5. M. C A se borne à soutenir qu'il craint des persécutions en cas de retour au Sri-Lanka sans faire état des risques personnels encourus. Il ne produit, notamment, aucun document nouveau de nature à remettre en cause l'appréciation déjà portée sur sa situation par l'Office français de protection des réfugiés et apatrides et la Cour nationale du droit d'asile auprès desquels il a déjà pu faire valoir ses arguments. Par suite, les moyens tirés de la méconnaissance des stipulations de l'article 3 de la convention européenne de sauvegarde des droits de l'homme et des libertés fondamentales et de l'erreur manifeste d'appréciation doivent être écartés.

6. Il résulte de tout ce qui précède que les conclusions de M. C A à fin d'annulation de l'arrêté du préfet de police contesté doivent être rejetées, ainsi que, par voie de conséquence, ses conclusions présentées au titre des dispositions de l'article L. 761-1 du code de justice administrative.

D E C I D E

Article 1er : M. C A est admis à l'aide juridictionnelle provisoire.
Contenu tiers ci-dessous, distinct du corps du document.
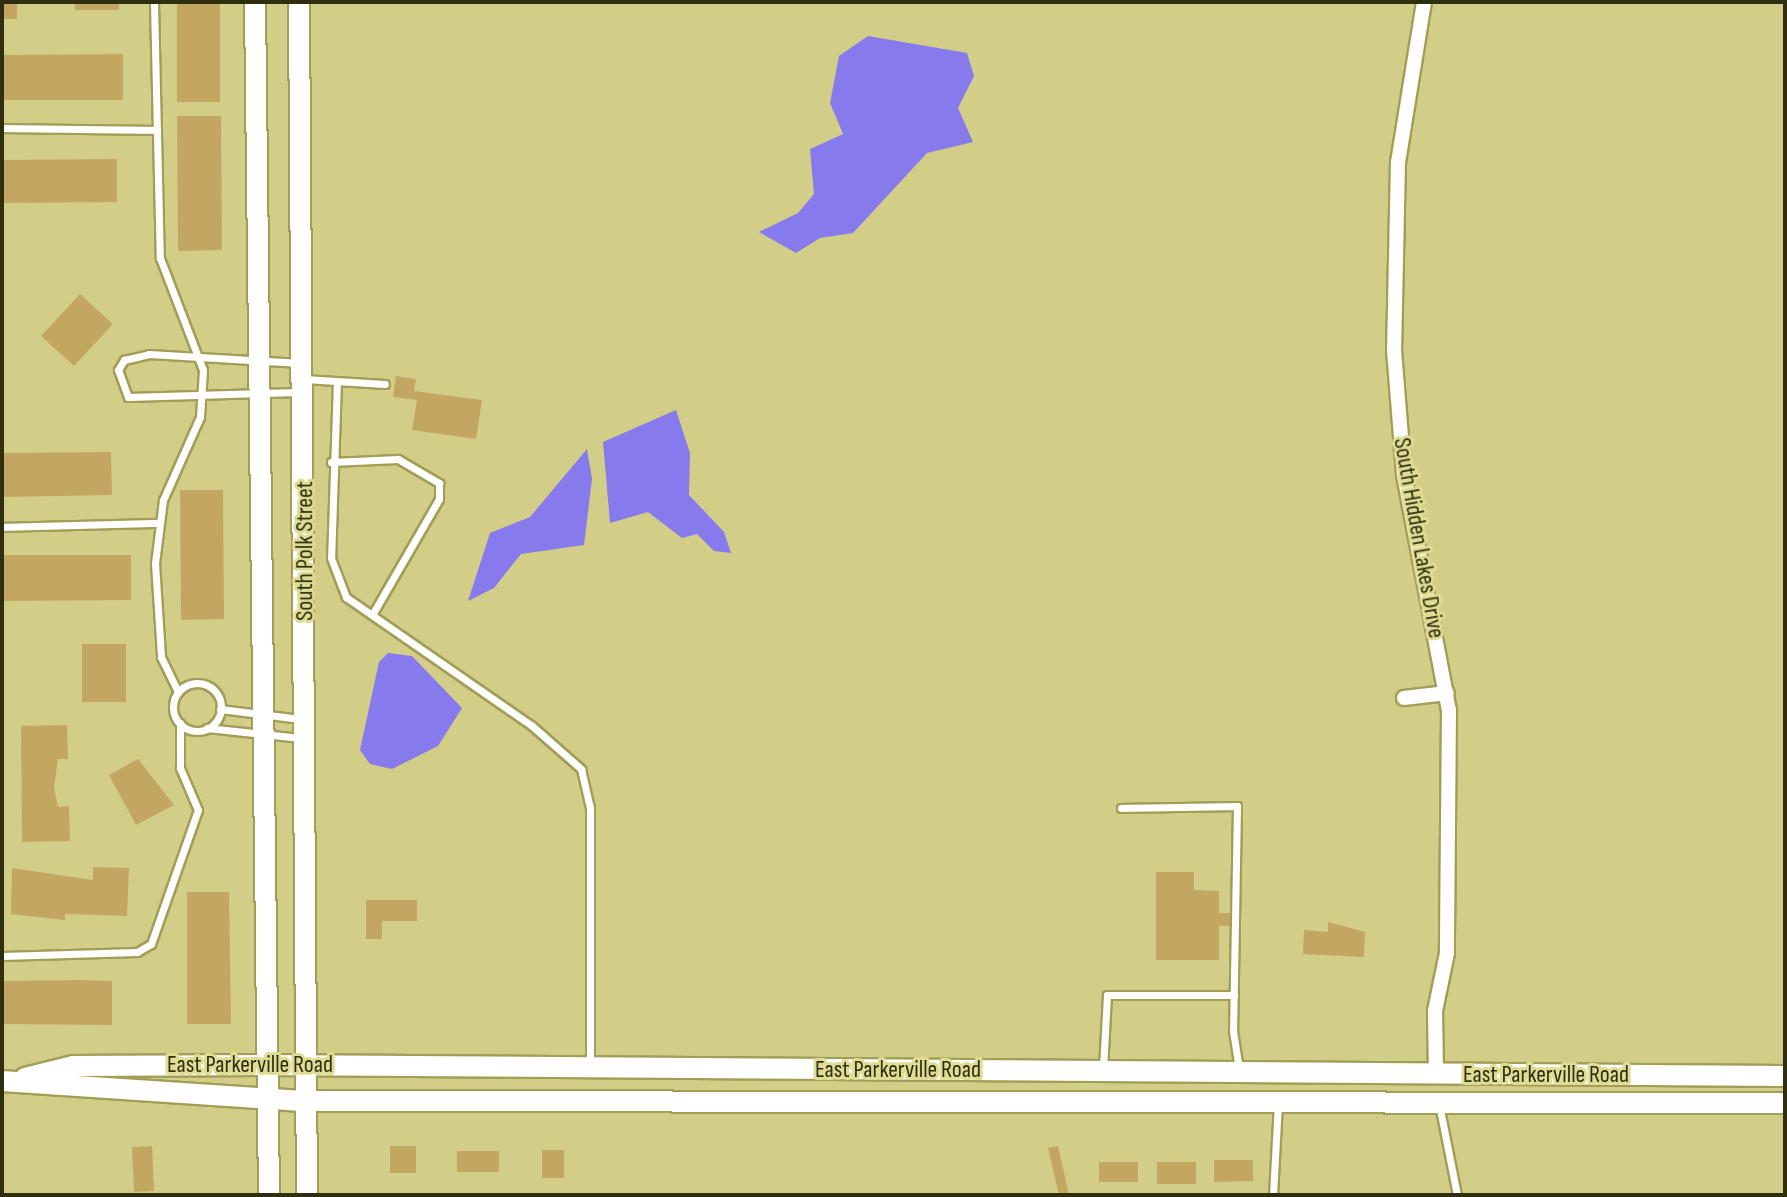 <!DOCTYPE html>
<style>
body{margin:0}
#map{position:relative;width:1787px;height:1197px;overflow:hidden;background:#d2ce87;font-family:"Sofia Sans Condensed",sans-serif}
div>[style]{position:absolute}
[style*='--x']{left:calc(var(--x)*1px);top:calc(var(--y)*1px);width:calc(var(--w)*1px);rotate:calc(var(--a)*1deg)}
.water>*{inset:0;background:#877aec}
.building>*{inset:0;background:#c4a663}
.roads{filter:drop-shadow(2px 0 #a29e58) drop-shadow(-2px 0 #a29e58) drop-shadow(0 2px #a29e58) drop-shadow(0 -2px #a29e58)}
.service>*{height:7px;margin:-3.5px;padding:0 3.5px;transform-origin:3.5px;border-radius:3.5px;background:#fff}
.service>.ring{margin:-3.5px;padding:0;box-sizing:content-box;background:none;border:7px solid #fff;border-radius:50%}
.minor>*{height:14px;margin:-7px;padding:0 7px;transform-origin:7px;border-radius:7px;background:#fff}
.secondary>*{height:20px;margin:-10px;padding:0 10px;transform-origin:10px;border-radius:10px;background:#fff}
span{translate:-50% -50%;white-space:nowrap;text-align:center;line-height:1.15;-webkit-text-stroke:6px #dfdc93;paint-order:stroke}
.street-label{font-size:24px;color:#302e11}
.frame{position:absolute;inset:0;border:4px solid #302e11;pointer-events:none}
</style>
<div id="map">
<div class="water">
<i style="clip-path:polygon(868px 36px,967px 53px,974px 76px,958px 108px,973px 142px,927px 153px,853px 233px,820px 238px,796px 253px,759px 232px,798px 213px,814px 194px,810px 149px,843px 134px,830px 103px,839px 56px)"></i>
<i style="clip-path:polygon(676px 410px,690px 453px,689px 495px,724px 532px,731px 553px,714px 551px,697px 534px,682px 538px,648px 512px,610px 523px,603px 442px)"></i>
<i style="clip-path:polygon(587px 449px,592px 479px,584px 545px,521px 554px,494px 588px,468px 601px,490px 533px,530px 517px)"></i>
<i style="clip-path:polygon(388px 653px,412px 656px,462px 708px,438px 746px,392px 769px,370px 764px,360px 750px,379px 662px)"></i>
</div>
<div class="building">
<i style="clip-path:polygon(2px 2px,17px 2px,17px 19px,2px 19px)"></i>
<i style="clip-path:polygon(75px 2px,119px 2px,119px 10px,75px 10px)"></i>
<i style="clip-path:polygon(177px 2px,220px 2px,220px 102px,177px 102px)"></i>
<i style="clip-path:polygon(123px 54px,123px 100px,2px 100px,2px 55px)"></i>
<i style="clip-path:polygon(177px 116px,221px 116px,222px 250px,178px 251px)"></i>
<i style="clip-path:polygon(117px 159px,117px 202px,2px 203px,2px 160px)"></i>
<i style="clip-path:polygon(80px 294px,113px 324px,74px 366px,41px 336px)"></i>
<i style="clip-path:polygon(396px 376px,416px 379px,414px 391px,482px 400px,476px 439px,412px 430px,417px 400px,393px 397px)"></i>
<i style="clip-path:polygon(111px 452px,112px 495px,2px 497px,2px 453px)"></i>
<i style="clip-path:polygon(180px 490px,223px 490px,224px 619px,181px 620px)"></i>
<i style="clip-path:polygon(2px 555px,131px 555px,131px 600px,2px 601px)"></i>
<i style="clip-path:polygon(82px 644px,126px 644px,126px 702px,82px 702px)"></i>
<i style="clip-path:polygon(67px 725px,68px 759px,58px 759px,54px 788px,58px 807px,69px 806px,70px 841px,22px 842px,21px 726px)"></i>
<i style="clip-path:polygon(138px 759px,174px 805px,136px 825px,109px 775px)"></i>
<i style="clip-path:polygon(93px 867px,129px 868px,127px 916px,65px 914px,65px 920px,11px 914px,12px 868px,93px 880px)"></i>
<i style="clip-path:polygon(1156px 872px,1194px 872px,1194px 890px,1219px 891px,1219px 913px,1234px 913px,1234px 926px,1219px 926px,1219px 960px,1156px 960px)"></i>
<i style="clip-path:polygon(187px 892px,229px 892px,231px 1024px,187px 1024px)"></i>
<i style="clip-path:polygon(366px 900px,417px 900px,417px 921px,382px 921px,382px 939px,366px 939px)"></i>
<i style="clip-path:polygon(1328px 922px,1365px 932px,1364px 957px,1303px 954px,1304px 930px,1328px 932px)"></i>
<i style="clip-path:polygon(80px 980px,112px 981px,112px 1025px,2px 1024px,2px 981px)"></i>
<i style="clip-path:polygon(152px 1146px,154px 1191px,134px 1192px,132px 1147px)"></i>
<i style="clip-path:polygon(390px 1146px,416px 1146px,416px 1173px,390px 1173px)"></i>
<i style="clip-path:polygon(1058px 1146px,1069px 1195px,1059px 1195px,1048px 1148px)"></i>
<i style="clip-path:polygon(542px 1150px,564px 1150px,564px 1178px,542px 1178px)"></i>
<i style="clip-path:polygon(457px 1151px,499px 1151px,499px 1172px,457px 1172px)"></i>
<i style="clip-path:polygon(1214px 1160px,1253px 1160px,1253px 1181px,1214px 1182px)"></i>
<i style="clip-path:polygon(1099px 1162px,1138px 1162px,1138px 1182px,1099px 1182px)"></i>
<i style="clip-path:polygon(1157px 1162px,1196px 1162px,1196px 1184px,1157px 1184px)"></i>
</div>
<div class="roads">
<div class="service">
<i style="--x:154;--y:2;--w:256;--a:88.7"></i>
<i style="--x:160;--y:258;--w:120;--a:69"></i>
<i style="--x:203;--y:370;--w:47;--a:93.7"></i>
<i style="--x:200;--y:417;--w:91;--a:114"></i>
<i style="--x:163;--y:500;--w:64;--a:97.2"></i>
<i style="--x:155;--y:563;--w:94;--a:86.3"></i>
<i style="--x:161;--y:657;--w:39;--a:64"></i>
<i style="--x:2;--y:128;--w:155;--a:0.7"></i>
<i style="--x:304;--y:379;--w:81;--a:3.5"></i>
<i style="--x:337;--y:381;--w:177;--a:91.9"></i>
<i style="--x:331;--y:558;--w:42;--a:69"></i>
<i style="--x:346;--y:597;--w:225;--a:34.7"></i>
<i style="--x:531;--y:725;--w:67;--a:41.3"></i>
<i style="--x:581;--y:769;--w:39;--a:77"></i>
<i style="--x:590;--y:807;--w:257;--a:90"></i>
<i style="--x:298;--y:392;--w:170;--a:178.3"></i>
<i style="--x:128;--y:397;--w:29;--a:-110"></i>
<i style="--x:118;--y:370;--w:12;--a:-59"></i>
<i style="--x:124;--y:360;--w:26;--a:-13"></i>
<i style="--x:149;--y:354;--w:152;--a:3.4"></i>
<i style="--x:331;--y:462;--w:67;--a:-2.6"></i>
<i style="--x:398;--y:459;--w:48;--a:30.3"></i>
<i style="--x:439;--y:483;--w:16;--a:90"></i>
<i style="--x:439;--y:499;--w:134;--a:120"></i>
<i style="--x:2;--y:527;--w:157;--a:-1.5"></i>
<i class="ring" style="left:173px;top:683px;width:41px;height:41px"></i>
<i style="--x:220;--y:709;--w:81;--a:7.1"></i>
<i style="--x:207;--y:728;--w:94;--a:6.1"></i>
<i style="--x:1121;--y:808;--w:116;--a:-1"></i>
<i style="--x:1237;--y:806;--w:225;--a:91"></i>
<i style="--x:1233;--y:1031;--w:39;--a:81"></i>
<i style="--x:2;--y:956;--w:135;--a:-1.7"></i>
<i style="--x:137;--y:952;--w:16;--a:-30"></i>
<i style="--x:151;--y:944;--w:142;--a:-70.7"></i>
<i style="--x:198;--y:810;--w:46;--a:-113.2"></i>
<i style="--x:180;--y:768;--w:45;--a:-90"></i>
<i style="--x:1103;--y:1069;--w:74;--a:-86.9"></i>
<i style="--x:1107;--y:995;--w:127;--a:0"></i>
<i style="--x:1439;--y:1104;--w:93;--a:78.8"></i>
<i style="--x:1273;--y:1195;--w:92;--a:-86.9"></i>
</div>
<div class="minor">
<i style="--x:1424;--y:2;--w:162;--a:99.2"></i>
<i style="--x:1398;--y:162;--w:188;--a:91.2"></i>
<i style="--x:1394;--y:350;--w:125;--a:85.4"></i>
<i style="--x:1404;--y:475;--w:239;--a:79.2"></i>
<i style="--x:1449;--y:710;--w:243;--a:90.5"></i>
<i style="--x:1447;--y:953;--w:59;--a:101.7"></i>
<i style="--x:1435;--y:1011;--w:63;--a:89.1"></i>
<i style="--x:1404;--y:698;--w:43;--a:-6.6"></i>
</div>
<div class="secondary">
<i style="--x:255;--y:2;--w:1193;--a:89.33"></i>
<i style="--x:299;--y:2;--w:1193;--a:89.62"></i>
<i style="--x:25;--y:1078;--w:49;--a:-14"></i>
<i style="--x:73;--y:1066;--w:192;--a:-0.3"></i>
<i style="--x:265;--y:1065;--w:1520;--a:0.41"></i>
<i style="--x:2;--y:1081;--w:306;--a:3.8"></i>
<i style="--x:307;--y:1101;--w:1478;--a:0.08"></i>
</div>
</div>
<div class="street-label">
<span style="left:1419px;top:538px;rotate:80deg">South Hidden Lakes Drive</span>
<span style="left:305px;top:551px;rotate:-90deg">South Polk Street</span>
<span style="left:250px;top:1065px">East Parkerville Road</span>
<span style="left:898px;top:1070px">East Parkerville Road</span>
<span style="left:1546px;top:1075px">East Parkerville Road</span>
</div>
<div class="frame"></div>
</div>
Article 2 : Le surplus des conclusions de la requête de M. C A est rejeté.

Article 3 : Le présent jugement sera notifié à M. C E C A et au préfet de police de Paris.

Rendu public par mise à disposition au greffe le 28 mars 2024.

Le magistrat désigné, La greffière,

M. FEGHOULIM. B

La République mande et ordonne au préfet de police en ce qui le concerne, et à tous commissaires de justice à ce requis en ce qui concerne les voies de droit commun contre les parties privées, de pourvoir à l'exécution de la présente décision.